Reproduce each entry below in full, exactly as it was given.

----- Provided entries -----

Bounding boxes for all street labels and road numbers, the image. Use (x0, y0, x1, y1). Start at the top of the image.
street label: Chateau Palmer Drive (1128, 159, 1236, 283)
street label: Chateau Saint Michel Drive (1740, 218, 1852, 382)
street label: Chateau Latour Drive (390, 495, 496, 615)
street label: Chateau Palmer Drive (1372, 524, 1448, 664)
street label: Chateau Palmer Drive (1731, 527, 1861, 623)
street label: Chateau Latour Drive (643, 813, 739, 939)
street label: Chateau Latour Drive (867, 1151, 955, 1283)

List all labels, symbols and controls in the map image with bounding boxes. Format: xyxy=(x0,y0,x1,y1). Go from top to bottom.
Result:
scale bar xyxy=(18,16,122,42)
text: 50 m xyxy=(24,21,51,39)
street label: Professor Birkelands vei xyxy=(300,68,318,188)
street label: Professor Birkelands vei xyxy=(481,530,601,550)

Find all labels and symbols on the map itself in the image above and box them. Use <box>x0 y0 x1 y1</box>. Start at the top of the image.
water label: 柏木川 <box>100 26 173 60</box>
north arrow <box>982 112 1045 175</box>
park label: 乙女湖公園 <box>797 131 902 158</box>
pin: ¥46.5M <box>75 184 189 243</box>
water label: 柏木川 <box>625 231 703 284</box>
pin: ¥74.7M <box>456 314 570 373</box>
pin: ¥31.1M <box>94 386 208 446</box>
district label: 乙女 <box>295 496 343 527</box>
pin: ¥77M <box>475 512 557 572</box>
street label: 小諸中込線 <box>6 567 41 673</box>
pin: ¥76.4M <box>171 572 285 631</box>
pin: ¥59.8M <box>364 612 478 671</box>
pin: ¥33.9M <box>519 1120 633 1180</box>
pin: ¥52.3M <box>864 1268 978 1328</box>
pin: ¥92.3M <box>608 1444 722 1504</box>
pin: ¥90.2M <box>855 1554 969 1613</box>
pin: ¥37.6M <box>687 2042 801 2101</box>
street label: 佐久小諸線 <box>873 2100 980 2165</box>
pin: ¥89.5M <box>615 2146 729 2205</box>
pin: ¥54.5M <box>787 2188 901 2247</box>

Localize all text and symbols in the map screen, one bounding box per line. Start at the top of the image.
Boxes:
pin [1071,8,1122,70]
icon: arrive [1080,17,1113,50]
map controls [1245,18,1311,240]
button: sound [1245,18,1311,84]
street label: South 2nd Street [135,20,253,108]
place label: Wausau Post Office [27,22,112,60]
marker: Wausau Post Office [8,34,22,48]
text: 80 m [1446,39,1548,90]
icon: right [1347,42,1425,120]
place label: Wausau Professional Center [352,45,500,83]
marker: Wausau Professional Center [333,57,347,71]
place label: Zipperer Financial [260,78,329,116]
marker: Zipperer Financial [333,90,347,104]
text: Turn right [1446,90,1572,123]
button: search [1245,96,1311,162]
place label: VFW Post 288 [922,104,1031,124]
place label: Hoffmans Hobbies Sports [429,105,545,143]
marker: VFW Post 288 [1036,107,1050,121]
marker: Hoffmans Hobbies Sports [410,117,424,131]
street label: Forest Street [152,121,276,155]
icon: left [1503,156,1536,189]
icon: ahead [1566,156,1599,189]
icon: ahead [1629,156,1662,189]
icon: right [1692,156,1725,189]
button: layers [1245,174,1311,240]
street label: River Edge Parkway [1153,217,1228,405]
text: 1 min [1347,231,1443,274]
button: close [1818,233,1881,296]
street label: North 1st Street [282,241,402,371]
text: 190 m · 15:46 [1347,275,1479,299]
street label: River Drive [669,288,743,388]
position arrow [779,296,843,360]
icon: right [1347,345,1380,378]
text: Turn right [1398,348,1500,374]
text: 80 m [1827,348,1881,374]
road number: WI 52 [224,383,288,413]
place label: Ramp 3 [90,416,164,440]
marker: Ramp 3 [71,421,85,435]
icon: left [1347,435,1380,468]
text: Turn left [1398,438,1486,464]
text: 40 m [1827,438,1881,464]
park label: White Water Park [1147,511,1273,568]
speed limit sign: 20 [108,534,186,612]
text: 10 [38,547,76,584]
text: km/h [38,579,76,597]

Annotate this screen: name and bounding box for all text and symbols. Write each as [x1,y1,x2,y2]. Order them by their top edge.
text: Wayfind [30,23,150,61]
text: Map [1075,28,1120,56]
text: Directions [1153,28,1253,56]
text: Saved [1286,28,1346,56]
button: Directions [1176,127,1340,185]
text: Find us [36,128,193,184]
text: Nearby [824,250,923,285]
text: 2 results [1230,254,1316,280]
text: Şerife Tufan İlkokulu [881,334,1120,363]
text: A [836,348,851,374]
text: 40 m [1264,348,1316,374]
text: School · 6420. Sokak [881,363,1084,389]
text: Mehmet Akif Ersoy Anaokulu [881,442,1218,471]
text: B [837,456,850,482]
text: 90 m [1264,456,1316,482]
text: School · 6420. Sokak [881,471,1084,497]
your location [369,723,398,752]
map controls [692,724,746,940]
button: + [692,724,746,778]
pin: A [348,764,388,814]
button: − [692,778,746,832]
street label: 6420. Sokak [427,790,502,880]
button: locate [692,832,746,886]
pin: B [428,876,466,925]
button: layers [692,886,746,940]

-----

**Problem solution**
Bounding boxes for all street labels and road numbers, the image. Use (x0, y0, x1, y1). Start at the top of the image.
street label: Chateau Palmer Drive (1128, 159, 1236, 283)
street label: Chateau Saint Michel Drive (1740, 218, 1852, 382)
street label: Chateau Latour Drive (390, 495, 496, 615)
street label: Chateau Palmer Drive (1372, 524, 1448, 664)
street label: Chateau Palmer Drive (1731, 527, 1861, 623)
street label: Chateau Latour Drive (643, 813, 739, 939)
street label: Chateau Latour Drive (867, 1151, 955, 1283)

List all labels, symbols and controls in the map image with bounding boxes. Format: xyxy=(x0,y0,x1,y1). Go from top to bottom.
Result:
scale bar xyxy=(18,16,122,42)
text: 50 m xyxy=(24,21,51,39)
street label: Professor Birkelands vei xyxy=(300,68,318,188)
street label: Professor Birkelands vei xyxy=(481,530,601,550)

Find all labels and symbols on the map itself in the image above and box them. Use <box>x0 y0 x1 y1</box>. Start at the top of the image.
water label: 柏木川 <box>100 26 173 60</box>
north arrow <box>982 112 1045 175</box>
park label: 乙女湖公園 <box>797 131 902 158</box>
pin: ¥46.5M <box>75 184 189 243</box>
water label: 柏木川 <box>625 231 703 284</box>
pin: ¥74.7M <box>456 314 570 373</box>
pin: ¥31.1M <box>94 386 208 446</box>
district label: 乙女 <box>295 496 343 527</box>
pin: ¥77M <box>475 512 557 572</box>
street label: 小諸中込線 <box>6 567 41 673</box>
pin: ¥76.4M <box>171 572 285 631</box>
pin: ¥59.8M <box>364 612 478 671</box>
pin: ¥33.9M <box>519 1120 633 1180</box>
pin: ¥52.3M <box>864 1268 978 1328</box>
pin: ¥92.3M <box>608 1444 722 1504</box>
pin: ¥90.2M <box>855 1554 969 1613</box>
pin: ¥37.6M <box>687 2042 801 2101</box>
street label: 佐久小諸線 <box>873 2100 980 2165</box>
pin: ¥89.5M <box>615 2146 729 2205</box>
pin: ¥54.5M <box>787 2188 901 2247</box>

Localize all text and symbols in the map screen, one bounding box per line. Start at the top of the image.
Boxes:
pin [1071,8,1122,70]
icon: arrive [1080,17,1113,50]
map controls [1245,18,1311,240]
button: sound [1245,18,1311,84]
street label: South 2nd Street [135,20,253,108]
place label: Wausau Post Office [27,22,112,60]
marker: Wausau Post Office [8,34,22,48]
text: 80 m [1446,39,1548,90]
icon: right [1347,42,1425,120]
place label: Wausau Professional Center [352,45,500,83]
marker: Wausau Professional Center [333,57,347,71]
place label: Zipperer Financial [260,78,329,116]
marker: Zipperer Financial [333,90,347,104]
text: Turn right [1446,90,1572,123]
button: search [1245,96,1311,162]
place label: VFW Post 288 [922,104,1031,124]
place label: Hoffmans Hobbies Sports [429,105,545,143]
marker: VFW Post 288 [1036,107,1050,121]
marker: Hoffmans Hobbies Sports [410,117,424,131]
street label: Forest Street [152,121,276,155]
icon: left [1503,156,1536,189]
icon: ahead [1566,156,1599,189]
icon: ahead [1629,156,1662,189]
icon: right [1692,156,1725,189]
button: layers [1245,174,1311,240]
street label: River Edge Parkway [1153,217,1228,405]
text: 1 min [1347,231,1443,274]
button: close [1818,233,1881,296]
street label: North 1st Street [282,241,402,371]
text: 190 m · 15:46 [1347,275,1479,299]
street label: River Drive [669,288,743,388]
position arrow [779,296,843,360]
icon: right [1347,345,1380,378]
text: Turn right [1398,348,1500,374]
text: 80 m [1827,348,1881,374]
road number: WI 52 [224,383,288,413]
place label: Ramp 3 [90,416,164,440]
marker: Ramp 3 [71,421,85,435]
icon: left [1347,435,1380,468]
text: Turn left [1398,438,1486,464]
text: 40 m [1827,438,1881,464]
park label: White Water Park [1147,511,1273,568]
speed limit sign: 20 [108,534,186,612]
text: 10 [38,547,76,584]
text: km/h [38,579,76,597]

Annotate this screen: name and bounding box for all text and symbols. Write each as [x1,y1,x2,y2]. Order them by their top edge.
text: Wayfind [30,23,150,61]
text: Map [1075,28,1120,56]
text: Directions [1153,28,1253,56]
text: Saved [1286,28,1346,56]
button: Directions [1176,127,1340,185]
text: Find us [36,128,193,184]
text: Nearby [824,250,923,285]
text: 2 results [1230,254,1316,280]
text: Şerife Tufan İlkokulu [881,334,1120,363]
text: A [836,348,851,374]
text: 40 m [1264,348,1316,374]
text: School · 6420. Sokak [881,363,1084,389]
text: Mehmet Akif Ersoy Anaokulu [881,442,1218,471]
text: B [837,456,850,482]
text: 90 m [1264,456,1316,482]
text: School · 6420. Sokak [881,471,1084,497]
your location [369,723,398,752]
map controls [692,724,746,940]
button: + [692,724,746,778]
pin: A [348,764,388,814]
button: − [692,778,746,832]
street label: 6420. Sokak [427,790,502,880]
button: locate [692,832,746,886]
pin: B [428,876,466,925]
button: layers [692,886,746,940]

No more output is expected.